_Assignment_: The entries are to be repeated in full, without any change.

_Exercise data_:
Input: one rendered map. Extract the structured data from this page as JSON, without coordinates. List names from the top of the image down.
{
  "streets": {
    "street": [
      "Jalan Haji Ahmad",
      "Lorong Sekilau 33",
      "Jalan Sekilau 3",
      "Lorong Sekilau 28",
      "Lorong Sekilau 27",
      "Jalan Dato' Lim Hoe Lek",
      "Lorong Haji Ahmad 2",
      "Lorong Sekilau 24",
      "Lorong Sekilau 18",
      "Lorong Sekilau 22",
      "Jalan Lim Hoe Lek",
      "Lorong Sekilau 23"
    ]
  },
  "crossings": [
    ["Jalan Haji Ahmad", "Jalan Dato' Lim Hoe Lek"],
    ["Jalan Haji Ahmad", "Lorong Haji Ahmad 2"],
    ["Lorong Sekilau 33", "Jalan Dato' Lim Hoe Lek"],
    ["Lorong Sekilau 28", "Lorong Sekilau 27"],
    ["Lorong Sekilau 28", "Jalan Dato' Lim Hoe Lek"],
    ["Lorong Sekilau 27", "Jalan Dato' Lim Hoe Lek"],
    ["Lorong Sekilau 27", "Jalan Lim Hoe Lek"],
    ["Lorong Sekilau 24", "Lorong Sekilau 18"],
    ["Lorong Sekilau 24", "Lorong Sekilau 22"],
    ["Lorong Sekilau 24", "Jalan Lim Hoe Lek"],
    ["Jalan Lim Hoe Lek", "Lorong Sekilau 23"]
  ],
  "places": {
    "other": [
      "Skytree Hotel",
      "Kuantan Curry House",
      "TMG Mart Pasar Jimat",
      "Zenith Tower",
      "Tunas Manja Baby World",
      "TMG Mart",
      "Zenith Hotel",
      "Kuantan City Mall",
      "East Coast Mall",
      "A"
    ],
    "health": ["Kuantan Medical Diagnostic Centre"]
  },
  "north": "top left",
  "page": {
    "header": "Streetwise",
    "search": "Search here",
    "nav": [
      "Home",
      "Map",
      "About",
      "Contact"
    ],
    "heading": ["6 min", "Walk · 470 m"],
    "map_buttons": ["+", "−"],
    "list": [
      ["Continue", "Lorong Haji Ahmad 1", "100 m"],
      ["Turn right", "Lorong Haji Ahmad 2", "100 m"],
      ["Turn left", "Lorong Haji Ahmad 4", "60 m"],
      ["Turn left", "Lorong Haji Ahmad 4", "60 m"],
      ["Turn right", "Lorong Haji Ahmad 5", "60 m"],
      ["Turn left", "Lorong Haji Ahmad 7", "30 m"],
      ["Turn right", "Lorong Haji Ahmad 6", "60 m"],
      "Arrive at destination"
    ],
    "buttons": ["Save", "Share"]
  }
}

_Solution_:
Input: one rendered map. Extract the structured data from this page as JSON, without coordinates. List names from the top of the image down.
{
  "streets": {
    "street": [
      "Jalan Haji Ahmad",
      "Lorong Sekilau 33",
      "Jalan Sekilau 3",
      "Lorong Sekilau 28",
      "Lorong Sekilau 27",
      "Jalan Dato' Lim Hoe Lek",
      "Lorong Haji Ahmad 2",
      "Lorong Sekilau 24",
      "Lorong Sekilau 18",
      "Lorong Sekilau 22",
      "Jalan Lim Hoe Lek",
      "Lorong Sekilau 23"
    ]
  },
  "crossings": [
    ["Jalan Haji Ahmad", "Jalan Dato' Lim Hoe Lek"],
    ["Jalan Haji Ahmad", "Lorong Haji Ahmad 2"],
    ["Lorong Sekilau 33", "Jalan Dato' Lim Hoe Lek"],
    ["Lorong Sekilau 28", "Lorong Sekilau 27"],
    ["Lorong Sekilau 28", "Jalan Dato' Lim Hoe Lek"],
    ["Lorong Sekilau 27", "Jalan Dato' Lim Hoe Lek"],
    ["Lorong Sekilau 27", "Jalan Lim Hoe Lek"],
    ["Lorong Sekilau 24", "Lorong Sekilau 18"],
    ["Lorong Sekilau 24", "Lorong Sekilau 22"],
    ["Lorong Sekilau 24", "Jalan Lim Hoe Lek"],
    ["Jalan Lim Hoe Lek", "Lorong Sekilau 23"]
  ],
  "places": {
    "other": [
      "Skytree Hotel",
      "Kuantan Curry House",
      "TMG Mart Pasar Jimat",
      "Zenith Tower",
      "Tunas Manja Baby World",
      "TMG Mart",
      "Zenith Hotel",
      "Kuantan City Mall",
      "East Coast Mall",
      "A"
    ],
    "health": ["Kuantan Medical Diagnostic Centre"]
  },
  "north": "top left",
  "page": {
    "header": "Streetwise",
    "search": "Search here",
    "nav": [
      "Home",
      "Map",
      "About",
      "Contact"
    ],
    "heading": ["6 min", "Walk · 470 m"],
    "map_buttons": ["+", "−"],
    "list": [
      ["Continue", "Lorong Haji Ahmad 1", "100 m"],
      ["Turn right", "Lorong Haji Ahmad 2", "100 m"],
      ["Turn left", "Lorong Haji Ahmad 4", "60 m"],
      ["Turn left", "Lorong Haji Ahmad 4", "60 m"],
      ["Turn right", "Lorong Haji Ahmad 5", "60 m"],
      ["Turn left", "Lorong Haji Ahmad 7", "30 m"],
      ["Turn right", "Lorong Haji Ahmad 6", "60 m"],
      "Arrive at destination"
    ],
    "buttons": ["Save", "Share"]
  }
}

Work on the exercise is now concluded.